La tierra temblaba con el eco de sus pasos. Gritos, relinchos, bramidos de camellos, tintineos de armaduras se respondían entre sí, añadiéndose a la discordancia del batir de los tambores y las llamadas del cuerno que marcaban el ritmo de la marcha de los soldados. Al acabar la mañana, el ejército de Saladino había llenado la llanura como el Nilo su valle.

20

Parásitos y costras terrosas cubren mi carne,

mi piel se agrieta y supura.

Job, VII, 5

—Aquí está tu cabeza —dijo Saladino a Morgennes, que acababa de entrar en su tienda.

Morgennes observó el cráneo, cuya órbita derecha llevaba todavía la señal de un golpe de cimitarra, y el sultán prosiguió:

—Es la cabeza del hombre que las tropas del cadí Ibn Abi As-run decapitaron por error en Damasco. No se te parece demasiado, ¿no crees? Pero la he conservado porque me divertía tenerla, mientras esperaba a reemplazarla por la verdadera...

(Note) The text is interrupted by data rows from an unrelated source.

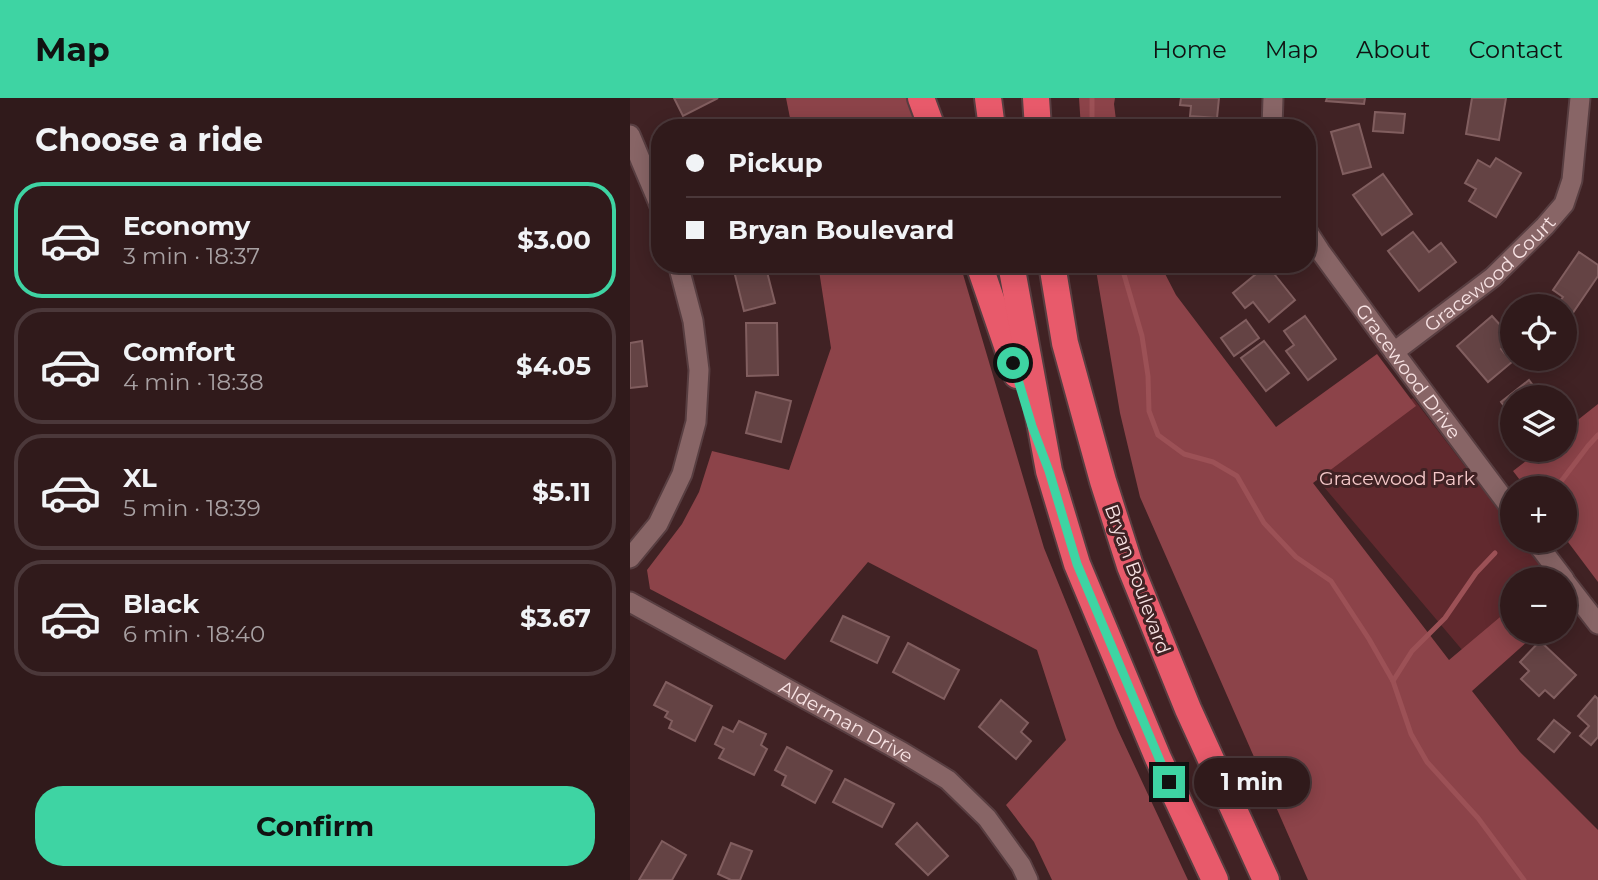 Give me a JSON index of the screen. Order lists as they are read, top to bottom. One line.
{"streets":{"highway":["Bryan Boulevard"],"street":["Gracewood Court","Gracewood Drive","Alderman Drive"]},"crossings":[["Gracewood Court","Gracewood Drive"]],"parks":["Gracewood Park"],"page":{"header":"Map","nav":["Home","Map","About","Contact"],"heading":"Choose a ride","banner":["Pickup","Bryan Boulevard"],"list":[{"name":"Economy","note":"3 min · 18:37","value":"$3.00"},{"name":"Comfort","note":"4 min · 18:38","value":"$4.05"},{"name":"XL","note":"5 min · 18:39","value":"$5.11"},{"name":"Black","note":"6 min · 18:40","value":"$3.67"}],"map_buttons":["+","−"],"bubble":"1 min","buttons":"Confirm"}} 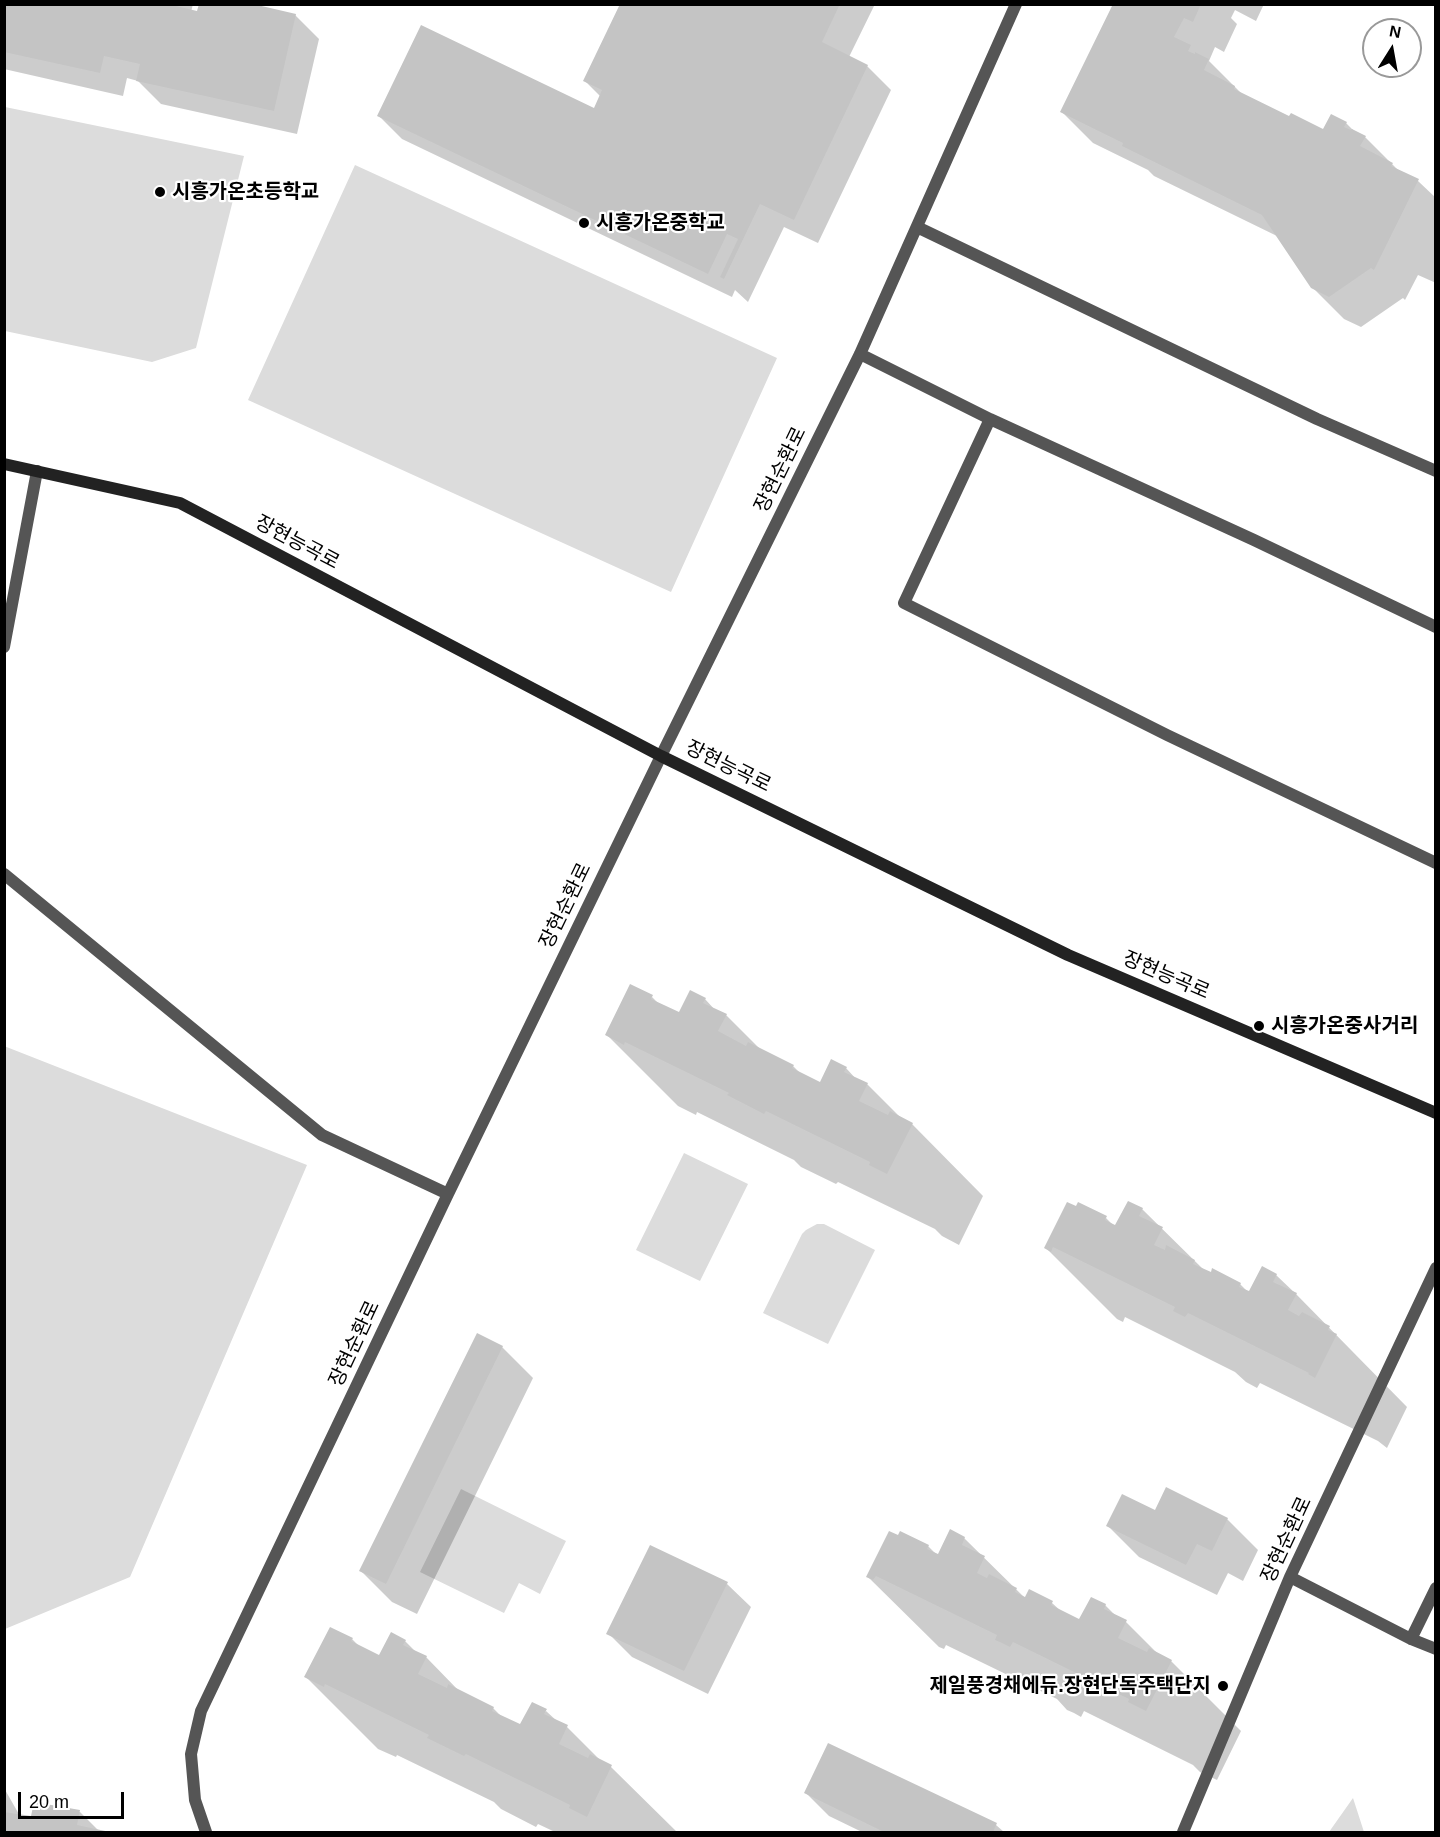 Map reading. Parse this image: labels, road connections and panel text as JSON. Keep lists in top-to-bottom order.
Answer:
{
  "streets": {
    "main road": ["장현능곡로"],
    "street": ["장현순환로"]
  },
  "crossings": [
    ["장현순환로", "장현능곡로"]
  ],
  "places": [
    "시흥가온초등학교",
    "시흥가온중학교",
    "시흥가온중사거리",
    "제일풍경채에듀.장현단독주택단지"
  ],
  "scale_bar": "20 m",
  "north": "top"
}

El cráneo volvió a su lugar en la colección de Saladino, junto a otras cabezas desconocidas para Morgennes, con excepción de la de Raimundo de Castiglione, que lo miraba fijamente con sus ojos vidriosos.

—Sohrawardi me ayuda a conservarlas. Conoce el arte que permite evitar que las carnes se descompongan y las fórmulas para volver a darles vida. De vez en cuando, charlo con esta o aquella. ¿Quieres probar? ¿Saludar, tal vez, a tu antiguo maestre?

—No, gracias —dijo Morgennes, antes de añadir—: ¿A qué se debe que no tengáis la de Chátillon?

—¡La peste caiga sobre él! —se enfureció Saladino—. Ese hijo de marrana consiguió escapar, no sé cómo. Sin duda traidores ganados para su causa esperaron a la noche para degollar a los guardias y apoderarse de él. El día siguiente a su suplicio, al alba, había un cuerpo en la cruz, pero no era el suyo. Sin embargo, desde lejos la ilusión era perfecta: las marcas de golpes, las heridas, las cadenas, no faltaba nada. No me explico qué pudo pasar. En fin, Ibn Abi Asrun también lo está investigando.

—Tal vez sea a él a quien habría que interrogar —señaló Morgennes.

—Ya pienso en ello —dijo Saladino—. Pero cada cosa a su tiempo. ¡Ahora es el momento de la conquista, de la
yihad
. Dentro de unos días todo habrá acabado. Entonces llegará el momento de ocuparse de los traidores y de desenmascararlos.

—¿Qué ha sido de los que me ayudaron a huir, de Guillermo de Montferrat, Unfredo de Toron, Plebano de Boutron?